Unix is not the only way to do batch processing. Many programs with graphic user interfaces have incorporated batch-processing capabilities, and batches can be performed with other operating systems like Windows’ command prompt (although with some less functionality). Despite these other options, a persistent advantage of the Unix environment is the wide array of open source software that can be used for batch processing. Some of these programs include ffmpeg, lame, sox, and ImageMagick.

The field of library and information science has begun to recognize the value that the Unix environment can bring to LIS professional practice. Botticelli et al. (2011) noted that digital curators “need a balance between technical and analytical skills,” including “hands-on practice with syntax, whether in typing Unix commands or applying valid XML tags” (p. 154). Heising, Lewis, Moen and Salter (2013) confirm this need and note that of the 208 digital curator and manager job postings they analyzed, 28 required some knowledge of Linux or Unix. To address this need, they have developed a one-week Unix fundamentals course at the University of North Texas.

Some of the best tools librarians and archivists may need for batch processing will be discussed here, as well as some of the most basic and often used Unix commands.

Your Mac as Unix environment

If you are a Macintosh user, you already have access to a Unix environment since OSX is built on top of Unix. You can access the command-line Unix environment by going to your Macintosh HD, selecting Applications, Utilities, and then Terminal.

You can easily navigate between the text-based terminal and the graphical Finder. For example, if you type the following in the Terminal prompt, it will open your current directory within the Finder:

$ open .

The “.” in Unix means the current directory. If instead you typed “open ..”, you would open the parent of the current directory, since “..” refers to the parent directory. The parent directory is the directory that contains the current directory.

If you are not a Macintosh user, consult the Unix for Windows Users section of this article, or use unix on a remote host, as described below.

Connecting to a Remote Host

As often is the case, you will be connecting to a Unix computer from a personal computer. For example, this could be a webserver where you are hosting files for your end users. If you do not know what Unix remote servers are available at your institution, or what your username and password may be, be sure to contact your Information Technology department. Many webhosts allow users to connect via secure shell (also known as SSH), which effectively provides the Unix command line of a remote server. On a Mac, to connect to a remove server, open the Terminal app, and issue the following command:

$ ssh -l my_user_name my_remote_host.edu

This command instructs ssh to remote connect to my_remote_host.edu, with the username my_user_name. It will prompt you for a password. Once authenticated, you will have access to the Unix command prompt.
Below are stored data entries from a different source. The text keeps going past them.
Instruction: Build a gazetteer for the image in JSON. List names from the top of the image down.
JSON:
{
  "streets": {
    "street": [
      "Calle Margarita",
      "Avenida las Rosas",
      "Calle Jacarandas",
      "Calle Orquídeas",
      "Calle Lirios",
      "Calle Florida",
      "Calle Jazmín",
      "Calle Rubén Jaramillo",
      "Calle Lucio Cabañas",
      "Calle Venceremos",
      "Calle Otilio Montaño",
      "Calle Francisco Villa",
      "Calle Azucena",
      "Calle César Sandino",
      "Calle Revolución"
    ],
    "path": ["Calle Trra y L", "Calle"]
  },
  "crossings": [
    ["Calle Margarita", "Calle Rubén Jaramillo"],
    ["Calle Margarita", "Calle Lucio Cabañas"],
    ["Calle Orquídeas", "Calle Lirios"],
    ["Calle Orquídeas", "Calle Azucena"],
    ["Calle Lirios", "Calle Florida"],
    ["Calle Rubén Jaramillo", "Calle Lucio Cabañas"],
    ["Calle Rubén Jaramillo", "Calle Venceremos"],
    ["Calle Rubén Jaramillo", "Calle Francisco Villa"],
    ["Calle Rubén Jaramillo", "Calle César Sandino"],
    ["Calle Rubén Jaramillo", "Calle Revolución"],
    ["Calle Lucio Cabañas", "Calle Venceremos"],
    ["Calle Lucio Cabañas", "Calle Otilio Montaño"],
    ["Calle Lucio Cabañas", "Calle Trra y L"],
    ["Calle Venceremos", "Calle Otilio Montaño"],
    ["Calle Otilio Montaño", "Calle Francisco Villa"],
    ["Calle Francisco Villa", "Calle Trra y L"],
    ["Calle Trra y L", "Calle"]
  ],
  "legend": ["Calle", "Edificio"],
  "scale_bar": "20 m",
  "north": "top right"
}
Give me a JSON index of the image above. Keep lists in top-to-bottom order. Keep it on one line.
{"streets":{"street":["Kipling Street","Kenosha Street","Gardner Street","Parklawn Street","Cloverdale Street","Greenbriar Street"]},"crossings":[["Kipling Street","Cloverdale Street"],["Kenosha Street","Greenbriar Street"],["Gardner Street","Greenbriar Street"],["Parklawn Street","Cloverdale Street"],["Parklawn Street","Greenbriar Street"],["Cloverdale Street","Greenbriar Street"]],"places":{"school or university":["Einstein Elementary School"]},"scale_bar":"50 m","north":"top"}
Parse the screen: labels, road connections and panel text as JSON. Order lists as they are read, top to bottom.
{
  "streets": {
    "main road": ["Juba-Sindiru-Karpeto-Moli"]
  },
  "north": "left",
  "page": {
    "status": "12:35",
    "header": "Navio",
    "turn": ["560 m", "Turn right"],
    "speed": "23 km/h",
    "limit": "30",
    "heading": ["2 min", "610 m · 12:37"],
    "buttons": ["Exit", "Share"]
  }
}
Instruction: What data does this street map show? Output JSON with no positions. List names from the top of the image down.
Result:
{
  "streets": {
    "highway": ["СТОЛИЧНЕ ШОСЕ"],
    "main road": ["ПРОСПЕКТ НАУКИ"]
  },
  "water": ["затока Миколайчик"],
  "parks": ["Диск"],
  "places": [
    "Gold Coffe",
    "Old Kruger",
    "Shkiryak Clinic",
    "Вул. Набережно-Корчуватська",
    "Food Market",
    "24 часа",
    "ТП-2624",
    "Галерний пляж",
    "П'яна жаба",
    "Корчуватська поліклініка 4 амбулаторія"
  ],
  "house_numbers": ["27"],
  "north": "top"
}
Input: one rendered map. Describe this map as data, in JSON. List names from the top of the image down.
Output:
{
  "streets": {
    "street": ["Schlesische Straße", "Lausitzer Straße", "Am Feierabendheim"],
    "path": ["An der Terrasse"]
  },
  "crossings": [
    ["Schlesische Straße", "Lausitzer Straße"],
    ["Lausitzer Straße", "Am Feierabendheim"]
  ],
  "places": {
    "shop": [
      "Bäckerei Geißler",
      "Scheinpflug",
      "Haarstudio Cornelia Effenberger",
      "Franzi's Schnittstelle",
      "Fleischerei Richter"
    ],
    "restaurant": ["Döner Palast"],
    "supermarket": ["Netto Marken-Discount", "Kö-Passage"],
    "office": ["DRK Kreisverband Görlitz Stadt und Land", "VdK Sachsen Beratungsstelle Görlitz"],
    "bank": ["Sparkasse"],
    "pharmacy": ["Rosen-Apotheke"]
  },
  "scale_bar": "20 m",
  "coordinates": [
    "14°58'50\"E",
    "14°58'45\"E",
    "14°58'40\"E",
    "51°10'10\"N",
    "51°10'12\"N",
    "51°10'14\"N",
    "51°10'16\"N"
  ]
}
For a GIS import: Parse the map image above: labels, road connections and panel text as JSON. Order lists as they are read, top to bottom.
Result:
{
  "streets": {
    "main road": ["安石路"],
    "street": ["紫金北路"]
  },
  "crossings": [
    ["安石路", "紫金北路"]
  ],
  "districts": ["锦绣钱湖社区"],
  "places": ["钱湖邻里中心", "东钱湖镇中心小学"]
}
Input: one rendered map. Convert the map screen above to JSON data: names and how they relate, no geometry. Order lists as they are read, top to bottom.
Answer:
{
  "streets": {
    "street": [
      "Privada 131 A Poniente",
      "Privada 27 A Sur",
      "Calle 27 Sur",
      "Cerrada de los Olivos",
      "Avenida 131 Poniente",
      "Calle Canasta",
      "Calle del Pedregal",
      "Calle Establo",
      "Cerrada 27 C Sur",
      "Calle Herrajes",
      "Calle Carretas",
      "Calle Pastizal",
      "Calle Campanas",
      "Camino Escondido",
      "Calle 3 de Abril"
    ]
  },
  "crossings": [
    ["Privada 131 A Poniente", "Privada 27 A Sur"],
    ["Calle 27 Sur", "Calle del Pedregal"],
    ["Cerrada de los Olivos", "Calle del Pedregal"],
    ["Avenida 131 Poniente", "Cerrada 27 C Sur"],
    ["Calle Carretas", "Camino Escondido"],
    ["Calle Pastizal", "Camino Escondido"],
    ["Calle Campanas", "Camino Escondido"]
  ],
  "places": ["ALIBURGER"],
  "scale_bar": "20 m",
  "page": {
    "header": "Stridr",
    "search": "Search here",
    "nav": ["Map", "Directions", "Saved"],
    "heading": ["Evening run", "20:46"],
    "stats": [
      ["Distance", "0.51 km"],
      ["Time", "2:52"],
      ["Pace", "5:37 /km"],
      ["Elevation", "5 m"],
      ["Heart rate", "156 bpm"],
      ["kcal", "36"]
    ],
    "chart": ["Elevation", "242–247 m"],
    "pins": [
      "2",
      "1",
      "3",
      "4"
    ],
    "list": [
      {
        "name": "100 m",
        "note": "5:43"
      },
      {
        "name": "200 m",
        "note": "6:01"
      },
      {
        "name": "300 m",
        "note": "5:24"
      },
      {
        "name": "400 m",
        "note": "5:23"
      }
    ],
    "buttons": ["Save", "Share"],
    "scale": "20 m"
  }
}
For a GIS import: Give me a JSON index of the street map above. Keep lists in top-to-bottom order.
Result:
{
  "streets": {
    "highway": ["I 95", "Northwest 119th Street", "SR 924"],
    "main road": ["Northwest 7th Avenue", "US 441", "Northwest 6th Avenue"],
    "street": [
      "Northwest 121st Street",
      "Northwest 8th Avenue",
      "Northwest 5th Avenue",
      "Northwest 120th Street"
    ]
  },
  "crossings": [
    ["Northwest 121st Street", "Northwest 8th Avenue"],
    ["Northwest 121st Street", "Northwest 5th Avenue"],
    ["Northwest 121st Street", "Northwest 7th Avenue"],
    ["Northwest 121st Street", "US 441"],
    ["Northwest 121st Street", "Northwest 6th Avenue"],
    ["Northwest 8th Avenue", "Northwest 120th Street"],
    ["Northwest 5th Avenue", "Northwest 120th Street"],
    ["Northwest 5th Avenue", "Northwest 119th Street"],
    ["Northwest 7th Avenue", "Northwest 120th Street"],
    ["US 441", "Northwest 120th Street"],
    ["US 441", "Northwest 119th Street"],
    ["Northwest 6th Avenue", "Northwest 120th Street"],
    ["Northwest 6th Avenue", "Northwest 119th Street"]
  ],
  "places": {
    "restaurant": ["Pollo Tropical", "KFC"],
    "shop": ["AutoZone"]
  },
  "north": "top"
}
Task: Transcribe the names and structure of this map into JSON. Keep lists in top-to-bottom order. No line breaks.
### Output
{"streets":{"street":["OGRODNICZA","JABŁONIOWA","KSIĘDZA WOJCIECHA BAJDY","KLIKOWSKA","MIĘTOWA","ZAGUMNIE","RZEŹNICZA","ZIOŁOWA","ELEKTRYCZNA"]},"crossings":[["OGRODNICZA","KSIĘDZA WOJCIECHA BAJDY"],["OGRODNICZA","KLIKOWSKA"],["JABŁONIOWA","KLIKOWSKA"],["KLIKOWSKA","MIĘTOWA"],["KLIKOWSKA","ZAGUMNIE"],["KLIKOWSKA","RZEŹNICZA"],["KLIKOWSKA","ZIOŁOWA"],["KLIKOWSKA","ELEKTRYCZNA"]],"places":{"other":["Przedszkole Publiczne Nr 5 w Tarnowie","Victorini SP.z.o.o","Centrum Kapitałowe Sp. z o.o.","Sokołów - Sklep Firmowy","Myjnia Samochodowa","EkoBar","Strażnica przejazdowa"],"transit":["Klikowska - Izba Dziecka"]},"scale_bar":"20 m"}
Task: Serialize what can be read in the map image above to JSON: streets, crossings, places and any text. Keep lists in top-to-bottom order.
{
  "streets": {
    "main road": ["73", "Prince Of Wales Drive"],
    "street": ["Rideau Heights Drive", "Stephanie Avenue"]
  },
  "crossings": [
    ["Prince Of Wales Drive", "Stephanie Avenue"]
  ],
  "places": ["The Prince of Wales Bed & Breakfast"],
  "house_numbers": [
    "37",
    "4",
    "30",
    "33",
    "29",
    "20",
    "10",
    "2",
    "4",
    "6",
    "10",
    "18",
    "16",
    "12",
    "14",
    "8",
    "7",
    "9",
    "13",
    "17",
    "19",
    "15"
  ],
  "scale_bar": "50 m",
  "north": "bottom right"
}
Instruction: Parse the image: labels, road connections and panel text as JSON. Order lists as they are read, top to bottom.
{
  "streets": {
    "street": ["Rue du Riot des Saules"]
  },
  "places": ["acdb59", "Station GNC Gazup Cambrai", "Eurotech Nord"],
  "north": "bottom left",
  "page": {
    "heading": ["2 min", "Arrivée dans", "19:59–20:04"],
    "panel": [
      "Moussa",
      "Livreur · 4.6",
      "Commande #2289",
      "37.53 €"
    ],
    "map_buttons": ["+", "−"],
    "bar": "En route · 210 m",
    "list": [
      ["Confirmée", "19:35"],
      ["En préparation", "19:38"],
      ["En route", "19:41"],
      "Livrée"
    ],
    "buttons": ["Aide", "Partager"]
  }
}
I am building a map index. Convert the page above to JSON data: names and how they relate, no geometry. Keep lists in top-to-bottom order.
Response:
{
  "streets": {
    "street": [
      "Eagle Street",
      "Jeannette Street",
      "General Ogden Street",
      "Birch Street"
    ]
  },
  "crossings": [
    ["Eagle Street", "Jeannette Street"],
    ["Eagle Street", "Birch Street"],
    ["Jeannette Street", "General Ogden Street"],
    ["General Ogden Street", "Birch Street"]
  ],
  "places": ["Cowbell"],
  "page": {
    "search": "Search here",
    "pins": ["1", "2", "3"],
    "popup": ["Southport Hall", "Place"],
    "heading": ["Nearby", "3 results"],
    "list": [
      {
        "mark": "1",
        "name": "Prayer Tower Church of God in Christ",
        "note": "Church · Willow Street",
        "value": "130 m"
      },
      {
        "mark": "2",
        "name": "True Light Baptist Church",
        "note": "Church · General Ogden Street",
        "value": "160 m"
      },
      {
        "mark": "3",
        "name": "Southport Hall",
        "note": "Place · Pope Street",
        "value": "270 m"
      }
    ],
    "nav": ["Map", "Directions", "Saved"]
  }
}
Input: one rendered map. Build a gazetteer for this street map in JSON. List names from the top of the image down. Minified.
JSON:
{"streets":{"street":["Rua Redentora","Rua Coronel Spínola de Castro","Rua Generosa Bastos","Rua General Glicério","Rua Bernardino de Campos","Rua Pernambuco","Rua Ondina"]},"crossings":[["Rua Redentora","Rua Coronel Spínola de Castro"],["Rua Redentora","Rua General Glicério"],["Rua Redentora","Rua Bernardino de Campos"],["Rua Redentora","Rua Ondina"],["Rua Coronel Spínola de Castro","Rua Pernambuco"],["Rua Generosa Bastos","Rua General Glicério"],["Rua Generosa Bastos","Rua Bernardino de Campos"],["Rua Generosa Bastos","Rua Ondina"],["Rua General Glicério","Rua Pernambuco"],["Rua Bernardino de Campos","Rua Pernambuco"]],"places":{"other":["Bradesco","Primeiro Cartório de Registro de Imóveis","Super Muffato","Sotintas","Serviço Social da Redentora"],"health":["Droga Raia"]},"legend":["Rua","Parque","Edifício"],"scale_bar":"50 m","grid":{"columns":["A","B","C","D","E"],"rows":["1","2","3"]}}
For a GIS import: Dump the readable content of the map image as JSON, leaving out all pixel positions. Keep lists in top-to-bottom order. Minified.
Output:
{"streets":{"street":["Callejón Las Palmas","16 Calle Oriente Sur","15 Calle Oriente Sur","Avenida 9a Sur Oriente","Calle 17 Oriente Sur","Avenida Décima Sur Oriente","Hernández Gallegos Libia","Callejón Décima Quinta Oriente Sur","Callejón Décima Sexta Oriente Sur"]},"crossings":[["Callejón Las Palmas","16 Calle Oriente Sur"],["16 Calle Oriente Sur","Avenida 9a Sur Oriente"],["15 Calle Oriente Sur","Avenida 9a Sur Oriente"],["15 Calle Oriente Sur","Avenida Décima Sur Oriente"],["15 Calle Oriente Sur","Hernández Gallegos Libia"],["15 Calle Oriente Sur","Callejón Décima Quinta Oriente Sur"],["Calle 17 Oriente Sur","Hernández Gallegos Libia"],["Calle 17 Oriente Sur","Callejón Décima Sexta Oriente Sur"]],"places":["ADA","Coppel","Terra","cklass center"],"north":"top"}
If you want to connect to a remote host via a Windows PC, you can use the freeware program PuTTY.[1]

In addition to being able to connect to the Unix shell, it is also very useful to know how to transfer files between a Unix host and your computer. To do this, you can use a secure FTP program. For Mac, a program for doing this is Cyberduck.[2] For Windows, a program for doing this is WinSCP.[3] In these programs, you specify your host, your username, and password, and once connected you can drag and drop files between your remote Unix host and your personal computer.

Unix File system

The Unix file system is similar to most operating system file systems in that it is a hierarchy of directories with files in them. For example, a fairly common top-level organization of the Unix file system includes:

/
/Users
/etc
/usr
/bin
/var

Typically, most user home directories are contained within “/Users” or “/home.” The “etc” directory generally contains system settings. The other directories typically include programs and utilities.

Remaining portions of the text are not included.